Mengalihkan perhatian kembali ke Der Klassiker, mesin pencetak gol Bayern Munich, Harry Kane, menjadi topik pembicaraan, dan kemampuan menembaknya dari dalam maupun luar kotak penalti. Sebagai seorang kiper, Kobel tentu sangat akrab dengan insting gol pemain Inggris itu. Kiper asal Swiss itu ditanya apakah ada sesuatu yang bisa ia lakukan untuk mempersiapkan diri menghadapi ancaman semacam ini.
“Mungkin ini tidak biasa, tetapi juga tidak terlalu umum, cara berpikir tentang tembakan dari luar area. Maksud saya, orang ini adalah salah satu yang terbaik di dunia. Anda bisa melihatnya dari statistiknya, dari permainannya sepanjang musim. Saya pikir menarik apa yang Anda katakan tentang tembakan dari luar kotak penalti, tetapi bagi saya sendiri sangat sulit sebagai kiper untuk benar-benar fokus pada satu elemen spesifik, karena sebagai kiper Anda harus selalu siap untuk segalanya.”
Kobel kemudian ditanya pendapatnya tentang Bundesliga secara keseluruhan, sebagai sebuah produk. Dalam beberapa tahun terakhir, liga ini telah menyaksikan beberapa nama top pergi ke liga-liga papan atas lainnya, khususnya Premier League. Kobel ditanya dari sudut pandang pemain bagaimana rasanya bermain di Bundesliga dan apa yang mungkin bisa berubah di liga agar lebih banyak mempertahankan talenta topnya?

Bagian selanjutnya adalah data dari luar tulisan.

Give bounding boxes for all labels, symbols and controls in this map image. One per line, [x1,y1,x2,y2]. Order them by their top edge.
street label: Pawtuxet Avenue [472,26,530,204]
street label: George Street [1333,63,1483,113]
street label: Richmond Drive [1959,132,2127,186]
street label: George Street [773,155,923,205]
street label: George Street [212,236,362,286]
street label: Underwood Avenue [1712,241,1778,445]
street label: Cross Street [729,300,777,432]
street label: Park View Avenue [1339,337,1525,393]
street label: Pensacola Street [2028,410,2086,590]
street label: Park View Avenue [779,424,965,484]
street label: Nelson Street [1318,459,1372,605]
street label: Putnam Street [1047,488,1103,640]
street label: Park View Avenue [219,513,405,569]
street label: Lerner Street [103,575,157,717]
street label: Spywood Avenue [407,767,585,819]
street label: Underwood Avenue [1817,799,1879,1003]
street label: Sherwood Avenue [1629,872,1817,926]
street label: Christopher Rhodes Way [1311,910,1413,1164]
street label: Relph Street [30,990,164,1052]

Pemain berusia 28 tahun itu menjawab: “Saya pikir ini adalah masalah yang sangat struktural, pertanyaan yang Anda ajukan kepada saya. Saya pikir saya, sebagai pemain, mungkin bukan yang terbaik untuk menjawab pertanyaan itu karena itu bukan bagian saya, pekerjaan saya, Anda tahu, hal semacam ini. Tapi bagi saya, saya hanya bisa berbicara dari pengalaman. Ketika saya tumbuh besar di Swiss, jelas, karena bahasanya, Jerman seperti hal terdekat, jadi saya selalu mengawasi atau menonton Bundesliga, dan saya pikir itu adalah hal terdekat bagi saya ketika saya tumbuh besar. Jadi bagi saya itu sangat dekat, dan itu adalah salah satu hal terbaik. Jelas, ketika Anda melihat dunia, lebih banyak fokus pada Premier League, dan Liga Champions jelas merupakan kompetisi besar yang juga mendapatkan banyak penonton. Ya, saya pikir sulit untuk bersaing secara finansial. Inilah yang selalu ada di berita dan apa yang bisa saya katakan, apa yang saya baca, dan apa yang bisa saya katakan tentang hal itu. Tapi hal-hal yang bisa Anda lakukan, saya pikir ini bukan pekerjaan saya. Saya pikir pekerjaan saya adalah berada di gawang, membantu rekan satu tim saya, dan mencoba memenangkan pertandingan.”
Dengan hanya Bundesliga yang tersisa untuk diperjuangkan musim ini, pertandingan hari Sabtu melawan Bayern Munich akan menjadi momen penentuan bagi Gregor Kobel dan rekan-rekan setimnya. Tiga poin akan benar-benar memberikan tekanan pada Bayern menjelang akhir musim. Semua mata kini tertuju pada Sabtu malam dan bagaimana respons BVB nantinya.